Com base na análise dos três acórdãos, a carta exprime preocupação com "o nível de proteção que as mulheres vítimas de violência doméstica podem receber dos tribunais portugueses" e solicita, além da abertura de inquérito disciplinar a todos os juízes que assinaram os três acórdãos, que o CSM promova a publicação de todas as decisões de tribunais superiores (não são todas acessíveis nas plataformas da justiça), de modo a ser possível "a identificação e análise crítica das tendências jurisprudenciais"; que a formação dos magistrados "tenha uma maior dimensão interdisciplinar" e contenha módulos sobre igualdade de género; que o órgão se pronuncie sobre os institutos da recusa e suspeição, os quais as associações consideram estar a ser interpretados de forma demasiado restrita.

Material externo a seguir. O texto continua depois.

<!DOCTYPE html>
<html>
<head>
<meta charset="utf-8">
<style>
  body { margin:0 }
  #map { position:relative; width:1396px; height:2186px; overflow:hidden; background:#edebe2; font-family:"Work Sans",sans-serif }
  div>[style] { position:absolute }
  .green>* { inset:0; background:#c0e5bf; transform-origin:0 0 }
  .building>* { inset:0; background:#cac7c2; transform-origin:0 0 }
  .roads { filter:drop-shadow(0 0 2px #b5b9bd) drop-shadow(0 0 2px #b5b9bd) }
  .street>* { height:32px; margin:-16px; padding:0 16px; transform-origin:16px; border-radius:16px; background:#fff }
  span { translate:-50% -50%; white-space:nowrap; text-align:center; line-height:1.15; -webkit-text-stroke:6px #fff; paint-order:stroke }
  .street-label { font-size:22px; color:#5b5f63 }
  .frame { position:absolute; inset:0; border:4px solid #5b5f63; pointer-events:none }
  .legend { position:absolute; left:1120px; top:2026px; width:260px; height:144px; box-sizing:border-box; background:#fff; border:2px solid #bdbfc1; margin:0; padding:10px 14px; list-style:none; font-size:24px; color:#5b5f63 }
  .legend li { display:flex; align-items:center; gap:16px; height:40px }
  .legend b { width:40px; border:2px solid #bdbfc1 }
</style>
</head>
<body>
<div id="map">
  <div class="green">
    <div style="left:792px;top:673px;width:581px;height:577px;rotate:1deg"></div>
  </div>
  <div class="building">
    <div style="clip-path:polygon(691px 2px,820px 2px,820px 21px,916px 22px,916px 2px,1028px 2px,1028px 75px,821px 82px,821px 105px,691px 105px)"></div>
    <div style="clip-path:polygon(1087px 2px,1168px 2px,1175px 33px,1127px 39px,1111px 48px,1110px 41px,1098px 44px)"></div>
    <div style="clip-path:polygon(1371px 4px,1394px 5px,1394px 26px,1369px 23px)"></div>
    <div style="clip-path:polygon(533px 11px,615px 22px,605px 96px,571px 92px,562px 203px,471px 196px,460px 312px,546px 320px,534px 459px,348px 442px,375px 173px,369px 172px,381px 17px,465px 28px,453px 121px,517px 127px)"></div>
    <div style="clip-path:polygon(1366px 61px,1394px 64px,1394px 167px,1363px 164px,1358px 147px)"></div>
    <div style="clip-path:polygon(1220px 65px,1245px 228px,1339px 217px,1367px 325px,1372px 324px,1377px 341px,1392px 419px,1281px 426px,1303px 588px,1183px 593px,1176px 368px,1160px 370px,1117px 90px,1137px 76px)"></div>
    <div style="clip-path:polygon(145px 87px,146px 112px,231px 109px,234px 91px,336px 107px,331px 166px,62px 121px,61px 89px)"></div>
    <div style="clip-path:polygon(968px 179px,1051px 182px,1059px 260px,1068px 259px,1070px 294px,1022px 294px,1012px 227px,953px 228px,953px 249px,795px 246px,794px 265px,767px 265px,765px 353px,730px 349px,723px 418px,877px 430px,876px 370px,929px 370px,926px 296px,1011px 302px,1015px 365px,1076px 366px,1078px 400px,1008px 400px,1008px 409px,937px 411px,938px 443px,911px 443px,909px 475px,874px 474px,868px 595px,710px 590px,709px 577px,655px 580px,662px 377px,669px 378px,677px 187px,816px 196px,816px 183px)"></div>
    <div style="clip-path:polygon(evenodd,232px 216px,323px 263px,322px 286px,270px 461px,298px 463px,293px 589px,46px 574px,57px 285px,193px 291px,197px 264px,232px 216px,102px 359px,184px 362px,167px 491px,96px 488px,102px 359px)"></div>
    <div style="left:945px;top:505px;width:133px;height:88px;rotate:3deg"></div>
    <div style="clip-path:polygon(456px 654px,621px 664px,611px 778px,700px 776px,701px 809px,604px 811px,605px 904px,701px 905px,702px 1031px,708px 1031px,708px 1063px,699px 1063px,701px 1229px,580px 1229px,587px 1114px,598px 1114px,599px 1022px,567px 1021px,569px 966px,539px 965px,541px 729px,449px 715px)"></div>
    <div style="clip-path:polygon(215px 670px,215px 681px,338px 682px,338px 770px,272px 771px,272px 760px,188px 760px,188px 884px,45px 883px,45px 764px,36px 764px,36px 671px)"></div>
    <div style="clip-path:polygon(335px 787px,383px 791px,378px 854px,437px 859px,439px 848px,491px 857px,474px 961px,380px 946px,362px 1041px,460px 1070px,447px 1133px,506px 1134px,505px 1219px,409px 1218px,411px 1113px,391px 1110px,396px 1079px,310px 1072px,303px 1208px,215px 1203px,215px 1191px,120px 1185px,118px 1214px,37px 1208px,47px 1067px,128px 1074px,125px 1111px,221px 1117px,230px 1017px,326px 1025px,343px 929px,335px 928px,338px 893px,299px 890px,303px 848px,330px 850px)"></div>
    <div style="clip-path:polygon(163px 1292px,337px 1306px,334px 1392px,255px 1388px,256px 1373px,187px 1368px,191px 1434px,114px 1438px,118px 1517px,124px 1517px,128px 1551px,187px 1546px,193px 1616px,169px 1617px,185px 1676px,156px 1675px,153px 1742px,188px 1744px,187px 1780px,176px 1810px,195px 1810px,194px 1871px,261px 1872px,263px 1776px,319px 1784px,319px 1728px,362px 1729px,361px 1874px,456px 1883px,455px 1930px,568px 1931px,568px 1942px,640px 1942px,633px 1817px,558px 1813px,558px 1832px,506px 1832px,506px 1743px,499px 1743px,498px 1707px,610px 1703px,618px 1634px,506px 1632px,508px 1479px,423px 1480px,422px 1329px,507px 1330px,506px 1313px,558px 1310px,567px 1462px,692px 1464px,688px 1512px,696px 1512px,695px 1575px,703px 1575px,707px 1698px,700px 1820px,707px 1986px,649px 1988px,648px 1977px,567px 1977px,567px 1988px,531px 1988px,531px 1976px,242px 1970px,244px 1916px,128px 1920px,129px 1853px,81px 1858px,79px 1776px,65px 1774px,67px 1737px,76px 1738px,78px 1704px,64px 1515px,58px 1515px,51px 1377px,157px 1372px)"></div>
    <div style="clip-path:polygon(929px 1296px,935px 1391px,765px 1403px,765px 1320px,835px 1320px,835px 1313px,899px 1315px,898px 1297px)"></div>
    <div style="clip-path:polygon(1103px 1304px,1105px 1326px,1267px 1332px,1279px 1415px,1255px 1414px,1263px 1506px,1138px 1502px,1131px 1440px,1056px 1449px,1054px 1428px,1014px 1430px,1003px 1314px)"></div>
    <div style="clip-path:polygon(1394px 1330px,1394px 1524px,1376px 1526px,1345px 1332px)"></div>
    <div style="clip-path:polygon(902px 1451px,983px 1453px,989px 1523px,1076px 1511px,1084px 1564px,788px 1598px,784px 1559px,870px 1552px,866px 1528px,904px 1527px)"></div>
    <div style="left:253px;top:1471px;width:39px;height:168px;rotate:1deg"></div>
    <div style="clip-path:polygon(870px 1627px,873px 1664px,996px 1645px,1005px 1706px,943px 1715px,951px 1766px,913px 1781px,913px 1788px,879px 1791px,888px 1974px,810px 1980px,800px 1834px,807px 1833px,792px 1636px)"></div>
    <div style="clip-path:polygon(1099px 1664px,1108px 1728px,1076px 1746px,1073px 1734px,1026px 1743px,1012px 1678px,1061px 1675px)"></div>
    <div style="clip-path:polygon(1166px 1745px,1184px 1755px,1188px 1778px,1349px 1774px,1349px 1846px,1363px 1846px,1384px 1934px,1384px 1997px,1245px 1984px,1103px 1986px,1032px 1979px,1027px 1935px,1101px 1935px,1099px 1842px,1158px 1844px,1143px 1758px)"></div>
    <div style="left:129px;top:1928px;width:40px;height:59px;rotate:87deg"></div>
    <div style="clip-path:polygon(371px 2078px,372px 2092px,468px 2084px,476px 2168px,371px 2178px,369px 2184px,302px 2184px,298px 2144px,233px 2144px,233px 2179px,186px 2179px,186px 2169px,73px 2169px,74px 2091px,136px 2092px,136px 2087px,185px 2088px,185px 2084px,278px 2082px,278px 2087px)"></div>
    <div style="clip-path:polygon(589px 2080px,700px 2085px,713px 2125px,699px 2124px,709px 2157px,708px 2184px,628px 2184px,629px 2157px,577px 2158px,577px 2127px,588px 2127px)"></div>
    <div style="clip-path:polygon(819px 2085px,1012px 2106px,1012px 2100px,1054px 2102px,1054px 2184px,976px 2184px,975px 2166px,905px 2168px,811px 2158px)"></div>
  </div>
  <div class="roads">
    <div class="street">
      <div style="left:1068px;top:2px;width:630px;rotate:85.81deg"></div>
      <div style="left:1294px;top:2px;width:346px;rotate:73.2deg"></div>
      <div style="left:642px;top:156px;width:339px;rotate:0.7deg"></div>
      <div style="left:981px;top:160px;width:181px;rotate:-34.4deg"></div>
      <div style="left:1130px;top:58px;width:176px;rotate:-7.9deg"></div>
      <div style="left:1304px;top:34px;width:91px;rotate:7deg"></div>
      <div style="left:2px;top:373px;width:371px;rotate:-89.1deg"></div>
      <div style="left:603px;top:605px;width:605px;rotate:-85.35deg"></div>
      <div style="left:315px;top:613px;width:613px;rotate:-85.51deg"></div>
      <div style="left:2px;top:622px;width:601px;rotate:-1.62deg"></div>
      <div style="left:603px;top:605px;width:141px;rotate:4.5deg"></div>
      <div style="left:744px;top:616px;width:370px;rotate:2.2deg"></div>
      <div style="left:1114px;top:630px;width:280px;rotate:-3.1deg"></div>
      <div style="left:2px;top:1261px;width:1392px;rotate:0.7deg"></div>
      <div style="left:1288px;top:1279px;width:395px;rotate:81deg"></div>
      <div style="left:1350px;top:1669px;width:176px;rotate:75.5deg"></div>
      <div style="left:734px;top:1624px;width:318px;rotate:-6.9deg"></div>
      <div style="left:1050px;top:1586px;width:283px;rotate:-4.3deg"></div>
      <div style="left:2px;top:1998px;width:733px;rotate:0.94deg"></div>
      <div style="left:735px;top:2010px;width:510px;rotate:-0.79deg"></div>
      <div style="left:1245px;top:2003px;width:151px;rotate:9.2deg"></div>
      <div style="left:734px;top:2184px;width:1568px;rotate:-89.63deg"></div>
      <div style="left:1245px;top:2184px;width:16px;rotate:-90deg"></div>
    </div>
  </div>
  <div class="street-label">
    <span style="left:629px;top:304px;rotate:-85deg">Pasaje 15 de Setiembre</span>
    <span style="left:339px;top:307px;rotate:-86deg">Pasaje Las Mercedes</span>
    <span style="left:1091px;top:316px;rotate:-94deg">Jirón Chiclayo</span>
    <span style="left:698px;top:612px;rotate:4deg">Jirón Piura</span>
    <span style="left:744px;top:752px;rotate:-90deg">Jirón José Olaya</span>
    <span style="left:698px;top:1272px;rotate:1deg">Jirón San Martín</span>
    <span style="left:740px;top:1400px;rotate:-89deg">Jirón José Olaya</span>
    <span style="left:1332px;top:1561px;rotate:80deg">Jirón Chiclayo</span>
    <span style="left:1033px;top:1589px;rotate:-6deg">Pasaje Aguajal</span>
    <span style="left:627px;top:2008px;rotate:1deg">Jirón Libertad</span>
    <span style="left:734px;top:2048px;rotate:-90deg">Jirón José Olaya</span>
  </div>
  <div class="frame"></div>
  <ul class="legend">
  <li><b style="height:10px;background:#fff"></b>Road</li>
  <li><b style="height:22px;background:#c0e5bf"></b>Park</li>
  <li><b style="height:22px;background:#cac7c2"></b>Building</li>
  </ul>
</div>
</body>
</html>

Aparentemente, o CSM, que, recorde-se, tinha começado por afirmar, no início da semana, que não abrira qualquer inquérito e que "nem todas as proclamações arcaicas, inadequadas ou infelizes constantes de sentenças assumem relevância disciplinar", só terá instaurado o procedimento em relação aos responsáveis da decisão de 12 de outubro, a mais recente. Da qual, ao contrário do que o DN afirmou ontem, ainda decorre o prazo para recurso ao Tribunal Constitucional.